Début en nymphe au fil
Je pêche de plus en plus en nymphe au fil en début de saison parce que c'est une technique très efficace, et par la même occasion cela me permet de continuer à apprendre des choses et donc de me perfectionner. Pour mon plaisir, mais aussi pour pouvoir gagner en compétence pour mes futurs stagiaires.
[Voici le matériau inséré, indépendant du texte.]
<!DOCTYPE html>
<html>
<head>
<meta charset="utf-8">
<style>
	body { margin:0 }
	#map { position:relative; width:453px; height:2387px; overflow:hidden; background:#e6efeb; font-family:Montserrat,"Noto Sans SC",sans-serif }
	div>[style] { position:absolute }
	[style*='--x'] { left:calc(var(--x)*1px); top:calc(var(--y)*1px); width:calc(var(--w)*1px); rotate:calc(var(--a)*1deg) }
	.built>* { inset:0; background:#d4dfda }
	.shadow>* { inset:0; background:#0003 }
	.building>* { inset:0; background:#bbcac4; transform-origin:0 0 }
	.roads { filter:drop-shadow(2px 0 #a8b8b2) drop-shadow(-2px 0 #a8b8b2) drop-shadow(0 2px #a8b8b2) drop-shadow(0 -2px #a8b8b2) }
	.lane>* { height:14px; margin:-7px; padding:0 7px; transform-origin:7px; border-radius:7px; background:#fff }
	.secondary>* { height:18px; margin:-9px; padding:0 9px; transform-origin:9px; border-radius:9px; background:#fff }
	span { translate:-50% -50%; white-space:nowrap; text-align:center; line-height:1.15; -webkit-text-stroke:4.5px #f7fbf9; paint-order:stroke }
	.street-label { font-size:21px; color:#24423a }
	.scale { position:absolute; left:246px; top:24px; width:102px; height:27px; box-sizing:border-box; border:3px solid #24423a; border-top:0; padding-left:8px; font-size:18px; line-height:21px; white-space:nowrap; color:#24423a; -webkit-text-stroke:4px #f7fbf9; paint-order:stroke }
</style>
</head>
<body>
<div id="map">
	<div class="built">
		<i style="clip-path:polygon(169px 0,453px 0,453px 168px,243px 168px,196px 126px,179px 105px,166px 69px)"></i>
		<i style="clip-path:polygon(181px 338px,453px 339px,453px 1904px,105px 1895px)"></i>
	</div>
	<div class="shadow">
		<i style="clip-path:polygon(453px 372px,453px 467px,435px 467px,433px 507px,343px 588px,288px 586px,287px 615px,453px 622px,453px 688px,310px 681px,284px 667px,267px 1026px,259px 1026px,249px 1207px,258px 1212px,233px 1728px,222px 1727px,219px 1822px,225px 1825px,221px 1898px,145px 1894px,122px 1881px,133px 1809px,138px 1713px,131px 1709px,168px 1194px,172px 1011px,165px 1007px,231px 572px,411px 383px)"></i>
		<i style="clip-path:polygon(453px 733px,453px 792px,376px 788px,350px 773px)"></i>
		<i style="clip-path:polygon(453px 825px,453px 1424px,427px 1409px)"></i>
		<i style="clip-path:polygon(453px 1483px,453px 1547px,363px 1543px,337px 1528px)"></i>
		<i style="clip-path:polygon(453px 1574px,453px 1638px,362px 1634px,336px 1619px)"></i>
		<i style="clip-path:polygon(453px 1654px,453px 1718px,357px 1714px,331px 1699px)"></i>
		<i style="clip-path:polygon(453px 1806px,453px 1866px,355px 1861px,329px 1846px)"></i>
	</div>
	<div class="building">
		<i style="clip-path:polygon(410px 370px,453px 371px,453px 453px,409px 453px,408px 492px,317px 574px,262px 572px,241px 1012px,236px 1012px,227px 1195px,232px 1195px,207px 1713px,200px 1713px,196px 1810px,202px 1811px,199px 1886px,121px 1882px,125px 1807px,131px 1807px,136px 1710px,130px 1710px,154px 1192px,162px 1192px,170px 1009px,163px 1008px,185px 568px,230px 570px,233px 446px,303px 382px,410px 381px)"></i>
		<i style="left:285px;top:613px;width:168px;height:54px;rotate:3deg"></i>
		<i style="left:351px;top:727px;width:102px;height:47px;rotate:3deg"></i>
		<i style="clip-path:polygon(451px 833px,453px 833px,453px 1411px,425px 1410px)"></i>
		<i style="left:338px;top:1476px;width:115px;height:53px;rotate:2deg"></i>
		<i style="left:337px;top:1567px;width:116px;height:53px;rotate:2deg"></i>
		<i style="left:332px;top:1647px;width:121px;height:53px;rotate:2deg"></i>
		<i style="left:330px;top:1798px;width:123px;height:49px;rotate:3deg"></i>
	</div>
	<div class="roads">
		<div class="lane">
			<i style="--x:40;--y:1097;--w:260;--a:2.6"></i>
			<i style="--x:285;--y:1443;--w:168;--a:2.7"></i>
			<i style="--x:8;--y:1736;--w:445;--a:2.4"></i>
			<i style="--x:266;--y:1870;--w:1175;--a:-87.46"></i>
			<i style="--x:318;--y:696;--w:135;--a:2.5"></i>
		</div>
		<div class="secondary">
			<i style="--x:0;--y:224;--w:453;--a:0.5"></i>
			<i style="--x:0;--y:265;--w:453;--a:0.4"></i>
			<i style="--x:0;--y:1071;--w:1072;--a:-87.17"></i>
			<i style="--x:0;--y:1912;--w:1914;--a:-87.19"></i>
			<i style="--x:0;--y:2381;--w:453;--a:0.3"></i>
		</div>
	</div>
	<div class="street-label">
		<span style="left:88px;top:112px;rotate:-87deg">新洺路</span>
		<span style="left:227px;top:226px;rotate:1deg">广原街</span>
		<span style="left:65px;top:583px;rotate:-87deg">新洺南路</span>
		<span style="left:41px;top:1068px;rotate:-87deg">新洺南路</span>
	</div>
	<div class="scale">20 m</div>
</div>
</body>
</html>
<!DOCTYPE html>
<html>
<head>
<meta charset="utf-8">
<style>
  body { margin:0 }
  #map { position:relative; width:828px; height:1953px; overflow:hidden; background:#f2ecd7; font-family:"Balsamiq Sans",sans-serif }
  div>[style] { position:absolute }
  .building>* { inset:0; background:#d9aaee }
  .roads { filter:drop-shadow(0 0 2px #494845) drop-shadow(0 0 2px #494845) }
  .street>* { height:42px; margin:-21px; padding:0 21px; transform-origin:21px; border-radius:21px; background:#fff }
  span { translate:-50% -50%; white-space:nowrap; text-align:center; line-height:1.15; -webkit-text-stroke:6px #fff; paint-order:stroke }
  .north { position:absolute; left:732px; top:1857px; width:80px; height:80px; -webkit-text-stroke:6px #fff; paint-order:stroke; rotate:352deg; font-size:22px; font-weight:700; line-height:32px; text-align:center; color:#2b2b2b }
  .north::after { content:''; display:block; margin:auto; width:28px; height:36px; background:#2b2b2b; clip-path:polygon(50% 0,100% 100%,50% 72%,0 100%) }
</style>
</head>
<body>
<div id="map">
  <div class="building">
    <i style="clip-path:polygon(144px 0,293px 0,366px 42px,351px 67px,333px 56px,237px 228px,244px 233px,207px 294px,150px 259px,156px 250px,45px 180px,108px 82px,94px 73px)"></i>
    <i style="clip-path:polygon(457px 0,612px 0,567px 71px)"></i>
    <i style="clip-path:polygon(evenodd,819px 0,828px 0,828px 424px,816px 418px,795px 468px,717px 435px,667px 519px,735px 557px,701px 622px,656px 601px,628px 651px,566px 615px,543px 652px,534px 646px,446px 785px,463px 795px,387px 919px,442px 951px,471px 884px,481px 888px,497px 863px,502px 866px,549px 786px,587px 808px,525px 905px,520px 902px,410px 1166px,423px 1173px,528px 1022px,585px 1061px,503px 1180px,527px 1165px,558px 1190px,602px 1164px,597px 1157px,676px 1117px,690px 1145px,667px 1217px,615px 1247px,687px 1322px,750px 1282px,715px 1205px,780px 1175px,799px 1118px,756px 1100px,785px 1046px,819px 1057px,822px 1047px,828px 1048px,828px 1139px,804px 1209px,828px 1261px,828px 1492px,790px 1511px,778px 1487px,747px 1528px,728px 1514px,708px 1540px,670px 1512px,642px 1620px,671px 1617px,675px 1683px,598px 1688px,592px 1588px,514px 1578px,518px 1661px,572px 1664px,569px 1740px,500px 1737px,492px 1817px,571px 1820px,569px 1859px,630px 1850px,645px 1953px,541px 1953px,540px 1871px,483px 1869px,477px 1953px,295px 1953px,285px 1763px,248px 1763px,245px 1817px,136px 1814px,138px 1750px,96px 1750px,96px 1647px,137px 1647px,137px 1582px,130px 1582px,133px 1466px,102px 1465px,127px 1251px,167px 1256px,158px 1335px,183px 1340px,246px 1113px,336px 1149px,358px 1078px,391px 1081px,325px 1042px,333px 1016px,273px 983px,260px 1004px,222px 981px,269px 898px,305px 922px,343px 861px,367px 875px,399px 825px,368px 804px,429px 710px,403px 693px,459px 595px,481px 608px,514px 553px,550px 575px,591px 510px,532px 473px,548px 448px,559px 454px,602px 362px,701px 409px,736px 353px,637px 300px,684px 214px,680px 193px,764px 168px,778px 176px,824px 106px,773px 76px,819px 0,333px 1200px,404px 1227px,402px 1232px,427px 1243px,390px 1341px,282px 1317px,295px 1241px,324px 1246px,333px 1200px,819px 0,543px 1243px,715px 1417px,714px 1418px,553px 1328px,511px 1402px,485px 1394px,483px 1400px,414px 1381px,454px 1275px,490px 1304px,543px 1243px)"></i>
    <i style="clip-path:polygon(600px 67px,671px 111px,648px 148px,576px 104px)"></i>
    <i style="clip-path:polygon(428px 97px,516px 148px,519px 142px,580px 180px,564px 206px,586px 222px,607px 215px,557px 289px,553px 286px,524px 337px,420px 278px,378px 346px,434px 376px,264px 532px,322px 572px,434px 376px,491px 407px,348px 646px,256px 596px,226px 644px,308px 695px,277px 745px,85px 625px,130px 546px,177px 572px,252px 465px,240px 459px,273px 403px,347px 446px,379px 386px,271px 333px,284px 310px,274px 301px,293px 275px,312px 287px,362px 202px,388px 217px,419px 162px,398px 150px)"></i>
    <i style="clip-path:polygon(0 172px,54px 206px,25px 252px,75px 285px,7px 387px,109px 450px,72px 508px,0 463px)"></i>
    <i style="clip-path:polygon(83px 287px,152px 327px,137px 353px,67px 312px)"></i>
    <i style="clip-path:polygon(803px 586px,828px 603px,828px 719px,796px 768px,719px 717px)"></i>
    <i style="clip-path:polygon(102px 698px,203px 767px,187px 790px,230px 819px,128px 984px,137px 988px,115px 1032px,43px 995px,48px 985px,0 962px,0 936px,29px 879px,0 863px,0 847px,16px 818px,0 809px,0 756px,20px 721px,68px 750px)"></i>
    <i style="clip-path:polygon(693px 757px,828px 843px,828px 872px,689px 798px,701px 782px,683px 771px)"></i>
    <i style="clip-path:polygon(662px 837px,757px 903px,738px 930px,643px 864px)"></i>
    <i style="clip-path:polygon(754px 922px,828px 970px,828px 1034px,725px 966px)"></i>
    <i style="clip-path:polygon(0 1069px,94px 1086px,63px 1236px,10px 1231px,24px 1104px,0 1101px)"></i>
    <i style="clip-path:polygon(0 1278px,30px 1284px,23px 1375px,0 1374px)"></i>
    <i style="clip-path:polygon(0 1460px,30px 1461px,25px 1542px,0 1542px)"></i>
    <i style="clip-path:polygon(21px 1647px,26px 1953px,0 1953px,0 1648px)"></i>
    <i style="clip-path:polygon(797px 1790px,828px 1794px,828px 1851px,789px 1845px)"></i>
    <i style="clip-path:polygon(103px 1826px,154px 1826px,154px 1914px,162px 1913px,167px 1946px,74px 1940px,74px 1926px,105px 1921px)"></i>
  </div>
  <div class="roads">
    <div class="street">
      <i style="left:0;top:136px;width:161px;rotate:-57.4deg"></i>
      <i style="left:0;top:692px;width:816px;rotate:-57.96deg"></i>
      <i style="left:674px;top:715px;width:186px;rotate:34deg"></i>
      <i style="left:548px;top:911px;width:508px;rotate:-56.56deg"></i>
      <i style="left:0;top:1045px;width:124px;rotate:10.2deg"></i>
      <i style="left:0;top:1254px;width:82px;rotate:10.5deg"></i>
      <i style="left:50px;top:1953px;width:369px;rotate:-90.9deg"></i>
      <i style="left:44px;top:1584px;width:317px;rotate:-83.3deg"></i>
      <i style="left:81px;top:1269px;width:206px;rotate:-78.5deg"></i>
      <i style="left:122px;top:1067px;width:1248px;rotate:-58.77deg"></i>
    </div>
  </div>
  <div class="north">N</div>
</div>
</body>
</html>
La pratique est la meilleure façon de continuer à apprendre et donc pouvoir ensuite transmettre.

Je monte donc une nymphe pour commencer sur ce parcours en petite rivière, car l'emploi de deux mouches n'est pas vraiment nécessaire, à mon avis. Peut-être plus tard, lors que les poissons seront plus enclins à se déplacer plus franchement dans la couche d'eau. Les coups sont bien marqués et la pêche plus précise.
Le vent est froid, et les températures pas très agréables. Mais bon, je n'ai pas beaucoup de créneau et j'ai trop envie de passer un bon moment au bord de l'eau. Il faut que j'aille voir mes petits coins préférés. Cette rivière coule tout près de chez moi et c'est mon terrain de jeu favori. J'y vais autant que je peux ou quand j'ai un temps restreint.
En nymphe au fil, le vent est un facteur très dérangeant, car il est difficile de bien pêcher. Il tire dans la bannière et empêche soit les nymphes de couler et de pêcher correctement, soit il est à contre-courant et empêche de rester suffisamment tendu pour voir les touches. Cela ne fait pas bon ménage avec cette technique.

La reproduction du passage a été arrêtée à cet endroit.